When you have an appointment at the clinic, a health-care provider often takes your vital signs. Vital signs generally refers to measurement of your body temperature, blood pressure, heart rate, weight and height. From the weight and height, your BMI can be calculated.
What is BMI and why does your physician monitor it?
Catherine McNeal, MD, PhD, Internist, Pediatrician and specialist in lipid disorders, explains BMI and discusses why it’s important.
Every little bit you can lower your BMI is a step toward improving your health and lowering your risk of developing the diseases associated with obesity.
BMI is your body mass index, which is your weight in kilograms (kg) divided by your height in meters squared (m2).
“The BMI is a way to adjust your weight for your height. A short person will have a lower weight than a tall person, but he may have the same BMI,” explains Dr. McNeal.
BMI is a measure used by the medical community to define normal and abnormal weight adjusted for height. The definitions are:
- Underweight: Below 18.5 kg/m2
- Normal: 18.5 – 24.9 kg/m2
- Overweight: 25.0 – 29.9 kg/m2
- Obese: 30.0 – 39.9 kg/m2
- Morbidly obese: 40.0+ kg/m2
According to the Centers of Disease Control, of U.S. adults:
- More than two-thirds are overweight
- More than one-third are obese
- 4.7 percent are morbidly obese
Normal and abnormal BMI values, Dr. McNeal says, are defined differently in children because they are growing and because BMI is different in boys and girls. Consequently, normal and abnormal values in children are based on percentile values — that is, how they compare with other children their age and gender. Please see our blog on BMI in children.
BMI as a Predictor of Health Risk
The higher your BMI is the greater the risk is that you might develop other health-related problems.

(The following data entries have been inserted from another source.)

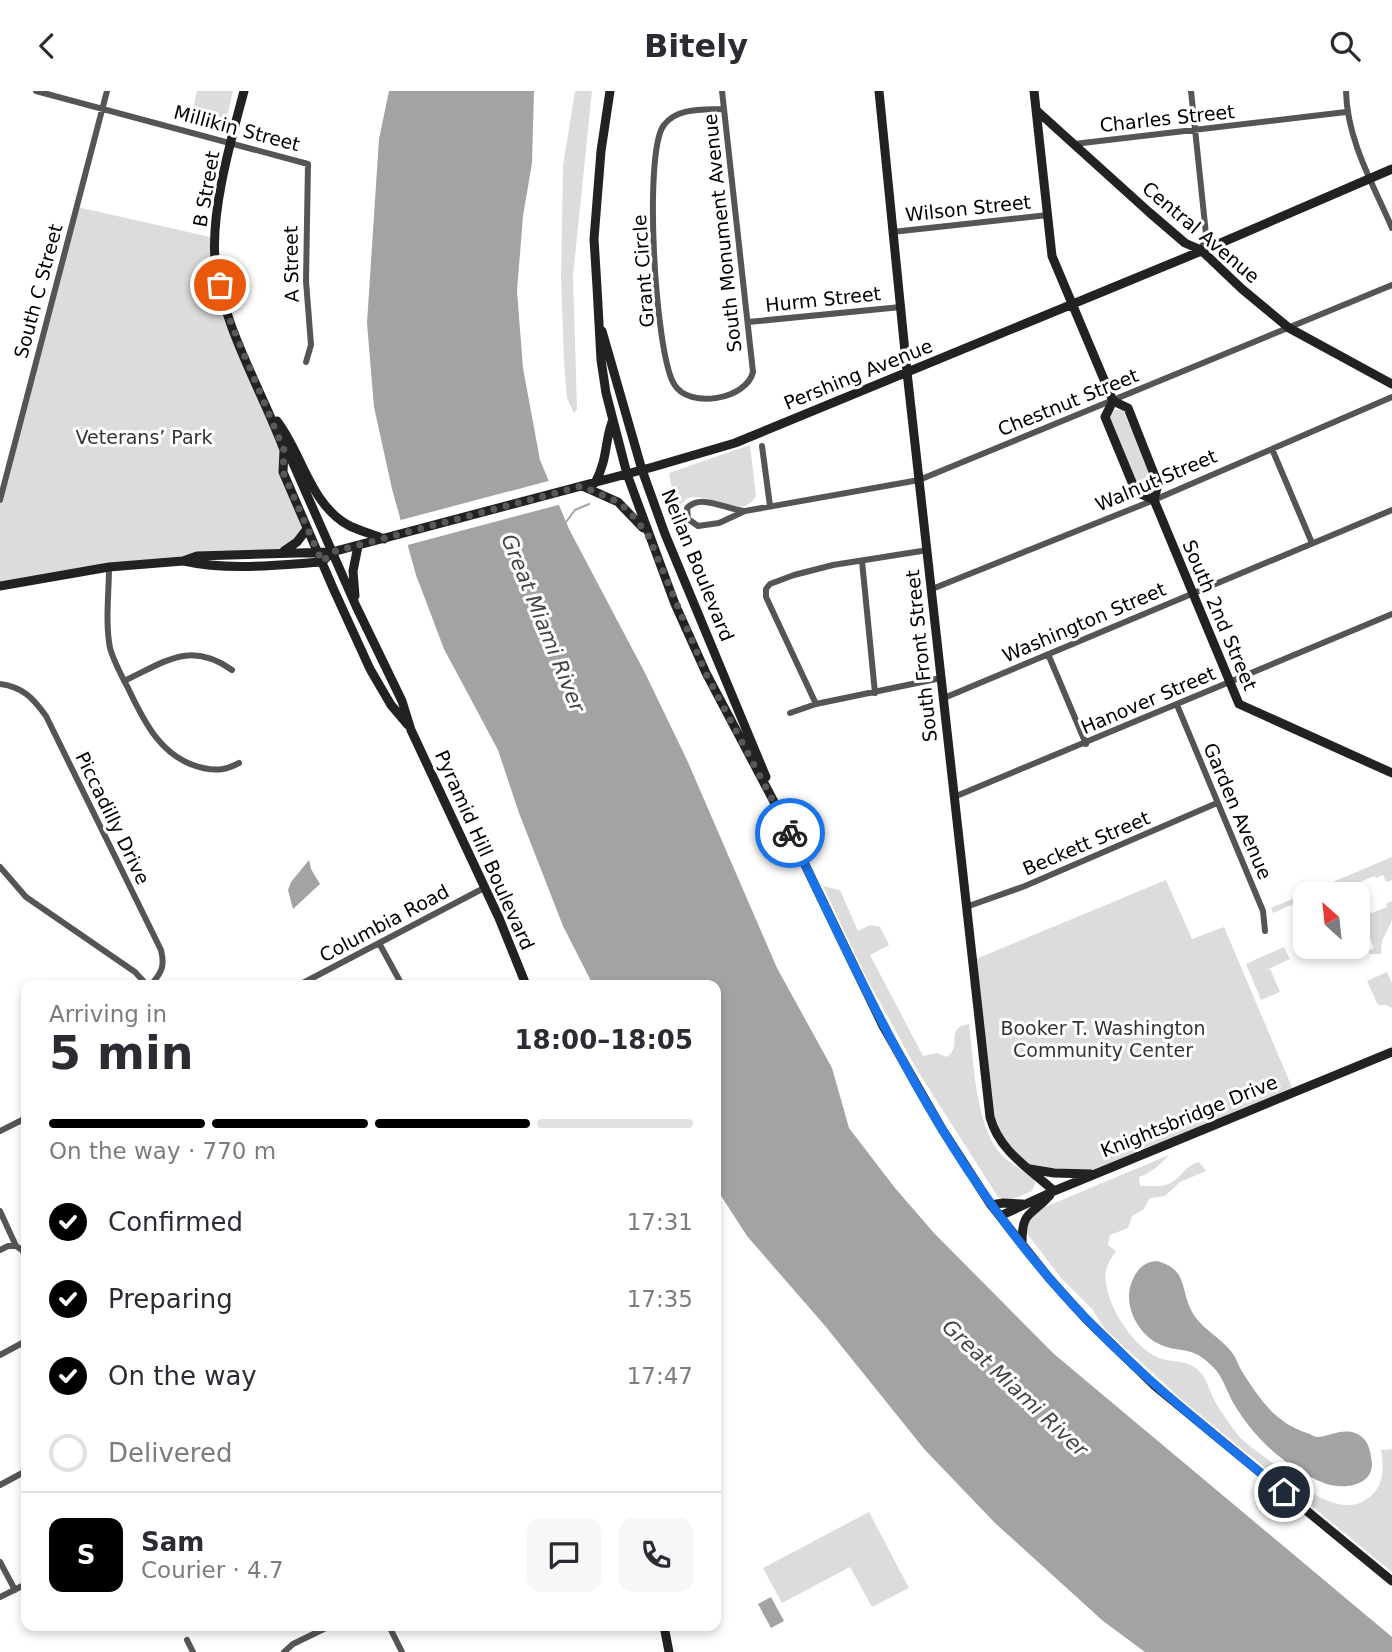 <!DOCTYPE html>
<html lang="en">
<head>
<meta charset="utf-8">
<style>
	:root { --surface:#fff; --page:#f7f7f7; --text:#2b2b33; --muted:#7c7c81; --line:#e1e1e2; --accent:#000 }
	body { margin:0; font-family:"DejaVu Sans",sans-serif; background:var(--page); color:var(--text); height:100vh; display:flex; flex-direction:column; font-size:26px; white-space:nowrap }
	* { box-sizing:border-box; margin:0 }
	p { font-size:23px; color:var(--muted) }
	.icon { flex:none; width:38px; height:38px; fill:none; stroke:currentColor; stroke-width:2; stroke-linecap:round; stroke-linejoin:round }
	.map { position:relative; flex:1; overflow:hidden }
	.side { position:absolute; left:21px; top:889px; width:700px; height:651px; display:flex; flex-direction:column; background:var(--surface); border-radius:14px; box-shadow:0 4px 10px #0003 }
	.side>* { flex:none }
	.needle { width:46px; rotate:333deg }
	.fabs { position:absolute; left:1293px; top:791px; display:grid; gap:14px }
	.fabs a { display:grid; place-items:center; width:77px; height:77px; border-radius:14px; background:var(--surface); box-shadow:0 4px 10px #0003; font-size:35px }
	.pin { position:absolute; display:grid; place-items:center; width:60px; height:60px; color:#fff; margin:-30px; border:4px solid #fff; border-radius:50%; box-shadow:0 2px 7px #0007 }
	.courier { position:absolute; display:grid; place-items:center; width:70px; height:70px; margin:-35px; border:5px solid #1a73e8; border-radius:50%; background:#fff; color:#222; box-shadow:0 2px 9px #0007 }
	.summary em { font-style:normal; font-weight:800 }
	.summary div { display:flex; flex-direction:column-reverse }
	.summary { display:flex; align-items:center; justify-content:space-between; height:119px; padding:0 28px }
	h1 { font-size:46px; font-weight:800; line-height:52px }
	.bar { display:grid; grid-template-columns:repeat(4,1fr); gap:10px 7px; align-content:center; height:84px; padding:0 28px }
	.bar i { height:9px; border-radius:5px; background:var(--line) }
	.bar .current { background:var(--accent) }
	.bar p { grid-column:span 4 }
	.line { display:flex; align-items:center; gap:18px; padding:0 28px; border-top:2px solid var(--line) }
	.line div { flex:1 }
	.round { display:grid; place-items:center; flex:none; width:74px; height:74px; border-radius:14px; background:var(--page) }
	ol { padding:0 28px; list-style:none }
	li { display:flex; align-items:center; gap:21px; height:77px }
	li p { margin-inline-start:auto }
	li .icon { padding:7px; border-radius:50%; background:var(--accent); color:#fff; stroke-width:4 }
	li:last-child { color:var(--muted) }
	li i { width:38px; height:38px; border:4px solid var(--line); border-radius:50% }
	header { display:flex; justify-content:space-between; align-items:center; height:91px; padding:0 28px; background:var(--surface); font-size:32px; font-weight:800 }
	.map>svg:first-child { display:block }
	.green { fill:#dcdcdc }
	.water { fill:#a3a3a3 }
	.pier { fill:#fff }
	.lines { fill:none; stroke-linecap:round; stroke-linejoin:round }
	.stream { stroke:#a3a3a3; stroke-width:2 }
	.street { stroke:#555; stroke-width:6 }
	.secondary { stroke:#222; stroke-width:9 }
	.done { stroke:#595959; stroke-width:7; stroke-dasharray:0 12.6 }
	.route { stroke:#1a73e8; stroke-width:9 }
	.labels { text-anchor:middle; stroke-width:6; stroke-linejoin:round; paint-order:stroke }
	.street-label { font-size:19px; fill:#000; stroke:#fff }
	.park-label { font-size:19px; fill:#333; stroke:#fff }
	.water-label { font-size:21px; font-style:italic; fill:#444; stroke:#fff }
</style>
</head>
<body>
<header><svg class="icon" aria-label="back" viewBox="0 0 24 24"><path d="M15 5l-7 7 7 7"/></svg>Bitely<svg class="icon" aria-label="search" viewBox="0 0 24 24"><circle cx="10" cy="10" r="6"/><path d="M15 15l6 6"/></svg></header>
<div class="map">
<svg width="1392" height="1561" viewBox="0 0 1392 1561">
	<rect width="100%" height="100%" fill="#fff"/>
	<path class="green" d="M197,0H233L224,39L190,31Z
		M575,0H592L573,185L577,318L574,322L567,307L564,271L561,187L563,75Z
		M77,116L215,147L229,227L270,321L282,371L307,438L279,462L197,465L0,495V409Z
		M1114,319H1123L1154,391L1149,397L1138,398L1108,326Z
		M750,354L756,405C741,430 713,404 693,406C685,407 681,414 676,420L669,382Z
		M1392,766V789L1386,791L1383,784L1376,787L1374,785L1356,793L1357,796L1338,803H1332L1329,798L1316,803H1306L1305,808L1273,822L1271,817Z
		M1166,789L1192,848L1224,836L1294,1001L1096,1082L1030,1078L993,1039L971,870Z
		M823,795L840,799L858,840L870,834L880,836L889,854L870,864L923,965L937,962L947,966C963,955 944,936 969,933C974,972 975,1030 999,1061C1009,1073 1024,1078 1034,1088L1035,1093L1032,1100L1008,1110L998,1106L917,979L865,884Z
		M1392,810V829L1382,850L1381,863H1369V860L1374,857L1365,836L1367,835L1360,824L1367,821L1369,823L1387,816L1386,813Z
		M1284,856L1290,868L1262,881L1270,878L1280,901L1261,909L1246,873Z
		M1387,881L1392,892V917L1386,914H1378L1367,890Z
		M1169,1064C1161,1073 1151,1082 1139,1086L1140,1095C1149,1094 1160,1097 1168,1093C1182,1088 1183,1075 1199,1071L1206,1080L1180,1091L1165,1105L1150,1107L1143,1119L1132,1125L1128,1137L1110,1144L1108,1154L1116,1160C1111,1167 1108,1172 1106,1179C1101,1208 1132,1256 1159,1267C1172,1272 1186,1268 1198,1279C1206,1286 1207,1293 1211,1302C1217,1316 1228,1330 1237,1343C1245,1353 1259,1361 1270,1370C1294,1389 1341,1434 1372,1404C1384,1393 1384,1375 1381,1359L1392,1358V1481L1180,1307L1105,1238L1092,1218L1061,1187L1025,1140L1033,1121Z
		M869,1421L909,1497L872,1516L850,1476L782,1512L763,1477Z"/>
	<path class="water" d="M389,0H534L532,72L523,125L517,200L523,277L540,369L569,438L645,582L687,669L777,877L832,977L849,1037L895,1097L934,1142L1054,1263L1392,1546V1561H1145L1103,1530L995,1432L925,1359L826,1236L747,1145L716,1097V894H593L563,835L519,722L498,659L444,558L416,484L392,398L374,316L367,232L379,48Z
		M309,769L311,778L320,793L293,818L288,799L291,791Z
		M1157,1170C1191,1179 1178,1202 1196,1227C1205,1239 1220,1247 1230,1259C1237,1267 1238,1275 1243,1282C1261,1310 1275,1331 1307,1342C1311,1343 1314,1346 1317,1346C1330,1346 1348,1333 1363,1347C1368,1351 1370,1359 1371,1366C1378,1394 1345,1400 1324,1392C1287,1378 1254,1347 1234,1313C1227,1302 1223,1285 1213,1276C1190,1252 1180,1264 1157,1252C1135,1240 1122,1210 1133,1188C1138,1177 1145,1171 1157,1170Z
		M771,1506L784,1530L771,1537L758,1513Z"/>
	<path class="pier" d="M552,389L562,413L404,455L397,430Z"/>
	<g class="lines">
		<path class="stream" d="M566,431L575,419L589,413"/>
		<path class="street" d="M36,0L308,73L306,190L311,254L306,271
			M722,0L753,281C747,308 689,319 674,293C655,262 643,60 664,34C677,16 704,19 724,18
			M1191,0L1206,143L1201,159
			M1346,0C1347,49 1373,93 1392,137
			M1074,53L1346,21
			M892,141L1048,124
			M748,231L901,216
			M762,355L770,415
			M1272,358L1312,452
			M0,409L107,0
			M745,420L719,432L698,435L688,428L687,417C702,402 726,419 745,420L919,389L1392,194
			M862,470L875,602
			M109,476C109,502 105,531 110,557C114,571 121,584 128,597C144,631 162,668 203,677C217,680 226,679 239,672
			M932,498L1154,409L1392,306
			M1048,563L1086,653
			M124,590C165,571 190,549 232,579
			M0,593C23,596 33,607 46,625L161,859C165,875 162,881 151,894
			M944,607L1392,419
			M816,613L766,506V498L770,493L794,484L833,474L928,459
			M1177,614L1263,820L1265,840
			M790,622L816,613L941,587
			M954,706L1392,523
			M0,776L26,806L135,881L147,894
			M966,816L1025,795L1217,712
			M379,852L402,894
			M299,894L484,797
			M0,1040L26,1027
			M0,1120L16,1155L22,1159L26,1167
			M0,1159L8,1155H16
			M0,1264L26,1250
			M0,1394L26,1380
			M0,1471L15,1499
			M0,1506L26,1493
			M389,1535L402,1561
			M187,1549L193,1561
			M284,1561L293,1553L330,1535"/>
		<path class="secondary" d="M244,0C231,49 211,118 215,168C222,235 261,297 284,359L292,370L356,515L402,610L411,639L499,827L526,894
			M610,0L601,60L594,148L597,196L601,269L606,302L627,383L675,513L706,582L781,724L883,935L942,1038L991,1114L1049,1187L1085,1227L1155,1295L1392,1490
			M879,0L907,281L990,1026C999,1060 1029,1077 1054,1100
			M1034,0L1052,165L1113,310L1128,317L1158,393L1154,409L1239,613L1392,682
			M1036,19L1150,122L1185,152L1201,159L1242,198L1289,237L1392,293
			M602,240L642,379L665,443L766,686
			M1113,310L1105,326L1136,401L1154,409
			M277,330C302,362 310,413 348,434C359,440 373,443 384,448
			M284,359L283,381L333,497L370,578L391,614L408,634
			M595,392C608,367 604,354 612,331
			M582,395L618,411L643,437
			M284,460L297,451L307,438
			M184,470C228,480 277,474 322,471
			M322,471L332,461L653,376L735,352L1216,154L1392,78
			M0,495L109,476L183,470L197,465L332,461
			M355,505L353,480L358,455
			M1030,1078L1054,1082L1091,1083
			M991,1114L1003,1112L1023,1113
			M1000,1125L1054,1100L1392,961
			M1022,1153C1022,1118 1030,1127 1050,1104
			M664,1535L669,1561"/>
	</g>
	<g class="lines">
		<path class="done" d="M220,194L229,227L284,359L283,381L322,471L332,461L582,395L618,411L629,420L648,444L706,583L790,742"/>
		<path class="route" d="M790,742C864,897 936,1057 1050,1188C1119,1269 1202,1334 1284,1401"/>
	</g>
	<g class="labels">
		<g class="street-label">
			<text transform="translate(1167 27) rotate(-6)" y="7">Charles Street</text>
			<text transform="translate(237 37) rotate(15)" y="7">Millikin Street</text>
			<text transform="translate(206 98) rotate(-80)" y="7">B Street</text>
			<text transform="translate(968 117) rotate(-6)" y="7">Wilson Street</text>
			<text transform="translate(1201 141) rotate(40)" y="7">Central Avenue</text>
			<text transform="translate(722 142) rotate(-96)" y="7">South Monument Avenue</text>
			<text transform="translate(291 173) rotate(-91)" y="7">A Street</text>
			<text transform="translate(643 180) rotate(-94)" y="7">Grant Circle</text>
			<text transform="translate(38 200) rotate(-75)" y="7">South C Street</text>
			<text transform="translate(823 208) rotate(-6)" y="7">Hurm Street</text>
			<text transform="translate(858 283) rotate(-22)" y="7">Pershing Avenue</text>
			<text transform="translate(1068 311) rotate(-22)" y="7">Chestnut Street</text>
			<text transform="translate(1156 389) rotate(-23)" y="7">Walnut Street</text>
			<text transform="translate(698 474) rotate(68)" y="7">Neilan Boulevard</text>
			<text transform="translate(1220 524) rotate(67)" y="7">South 2nd Street</text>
			<text transform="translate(1084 531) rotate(-23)" y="7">Washington Street</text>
			<text transform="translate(921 565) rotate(-96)" y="7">South Front Street</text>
			<text transform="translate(1148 609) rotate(-23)" y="7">Hanover Street</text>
			<text transform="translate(1238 720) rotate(67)" y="7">Garden Avenue</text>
			<text transform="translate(113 727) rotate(64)" y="7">Piccadilly Drive</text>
			<text transform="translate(1086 752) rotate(-23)" y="7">Beckett Street</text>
			<text transform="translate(485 759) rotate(66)" y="7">Pyramid Hill Boulevard</text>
			<text transform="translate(384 832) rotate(-28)" y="7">Columbia Road</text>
			<text transform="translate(1189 1025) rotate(-22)" y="7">Knightsbridge Drive</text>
		</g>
		<g class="park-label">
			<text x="144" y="353">Veterans’ Park</text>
			<text x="1103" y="944">Booker T. Washington<tspan x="1103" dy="22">Community Center</tspan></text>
		</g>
		<g class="water-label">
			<text transform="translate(543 532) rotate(68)" y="7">Great Miami River</text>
			<text transform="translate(1015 1297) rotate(43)" y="7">Great Miami River</text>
		</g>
	</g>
</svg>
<div class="fabs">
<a><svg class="needle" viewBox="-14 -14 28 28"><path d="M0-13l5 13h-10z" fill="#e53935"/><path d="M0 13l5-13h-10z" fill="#7c7c81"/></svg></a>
</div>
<div class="pin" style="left:220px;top:194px;background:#ea580c"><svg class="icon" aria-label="bag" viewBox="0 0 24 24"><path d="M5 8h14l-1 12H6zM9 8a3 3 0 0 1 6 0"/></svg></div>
<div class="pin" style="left:1284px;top:1401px;background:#1f2937"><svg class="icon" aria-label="home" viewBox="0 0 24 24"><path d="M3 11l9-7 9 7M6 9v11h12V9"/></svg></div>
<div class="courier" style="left:790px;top:742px"><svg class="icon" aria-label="bike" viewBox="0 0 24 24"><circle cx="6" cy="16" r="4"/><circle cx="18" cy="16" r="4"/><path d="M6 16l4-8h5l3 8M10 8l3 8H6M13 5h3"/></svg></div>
<section class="side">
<div class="summary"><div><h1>5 min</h1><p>Arriving in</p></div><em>18:00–18:05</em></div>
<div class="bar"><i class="current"></i><i class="current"></i><i class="current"></i><i></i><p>On the way · 770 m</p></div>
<ol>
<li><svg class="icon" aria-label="check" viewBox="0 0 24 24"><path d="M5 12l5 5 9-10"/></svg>Confirmed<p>17:31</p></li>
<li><svg class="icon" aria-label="check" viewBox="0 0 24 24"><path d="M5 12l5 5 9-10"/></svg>Preparing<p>17:35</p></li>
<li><svg class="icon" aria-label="check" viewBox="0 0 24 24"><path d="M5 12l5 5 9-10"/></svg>On the way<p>17:47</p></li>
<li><i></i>Delivered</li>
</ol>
<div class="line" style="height:126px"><b class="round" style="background:var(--accent);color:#fff">S</b><div><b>Sam</b><p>Courier · 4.7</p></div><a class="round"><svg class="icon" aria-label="chat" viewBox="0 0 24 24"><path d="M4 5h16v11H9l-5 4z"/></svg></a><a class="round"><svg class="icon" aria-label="phone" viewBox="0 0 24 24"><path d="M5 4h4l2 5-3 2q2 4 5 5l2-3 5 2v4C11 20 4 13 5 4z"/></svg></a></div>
</section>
</div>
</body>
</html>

A BMI higher than 25 kg/m2 can increase the likelihood that you may develop a number of problems, including type 2 diabetes mellitus, high blood pressure and an abnormal amount of fat in the blood. Each of these “risk factors” can increase the chance of developing cardiovascular disease (heart problems and stroke, for example) and/or other serious health issues, says Dr. McNeal.
Tracking BMI is a way of monitoring your risk quickly and easily.
A BMI in excess of 25 kg/m2, according to the CDC, can put you at greater risk of:
- Heart disease
- High blood pressure
- Problems with blood sugar ranging from an impaired fasting blood sugar (i.e., a fasting blood sugar above 100 mg/dL but below 126 mg/dL) to type 2 diabetes mellitus (a fasting blood sugar above 126 mg/dL on at least two separate occasions)
- Low HDL cholesterol and high triglycerides
- Early degenerative arthritis – from the increased weight stress on bones over time
- Polycystic ovarian disease
- Sleep apnea
- Certain cancers, such as breast and colon
- Difficulty with pregnancy
What to Do?
Every little bit you can lower your BMI, Dr. McNeal says, is a step toward improving your health and lowering your risk of developing the diseases associated with obesity.
“Not getting overweight in the first place is probably the easiest way. But if you are overweight,” Dr. McNeal says, “at least trying to make sure you don’t continue to gain extra weight is the next best thing. Optimally and probably over an extended time gradual weight loss to reach a normal BMI will help to ensure better health as a person ages.”
Dr. McNeal’s advice: “Find some small thing that you can change and start there. For example, a 30-minute walk at a normal walking pace probably burns off only the amount of calories in a slice of bread — about 100 calories. Although this is only equal to about 1/35th of a pound, done consistently over time, this change can add up to a measurable loss in weight. Consistent exercise can also help to prevent loss of muscle mass or may even gradually increase muscle mass (depending on the type of activity), which well help to lose weight.”
Dr. McNeal suggests beginning with a slightly smaller portion sizes, eating fruit instead of drinking juice, reducing or eliminating other sugared beverages, and eating out less frequently or sharing an order when you do eat out.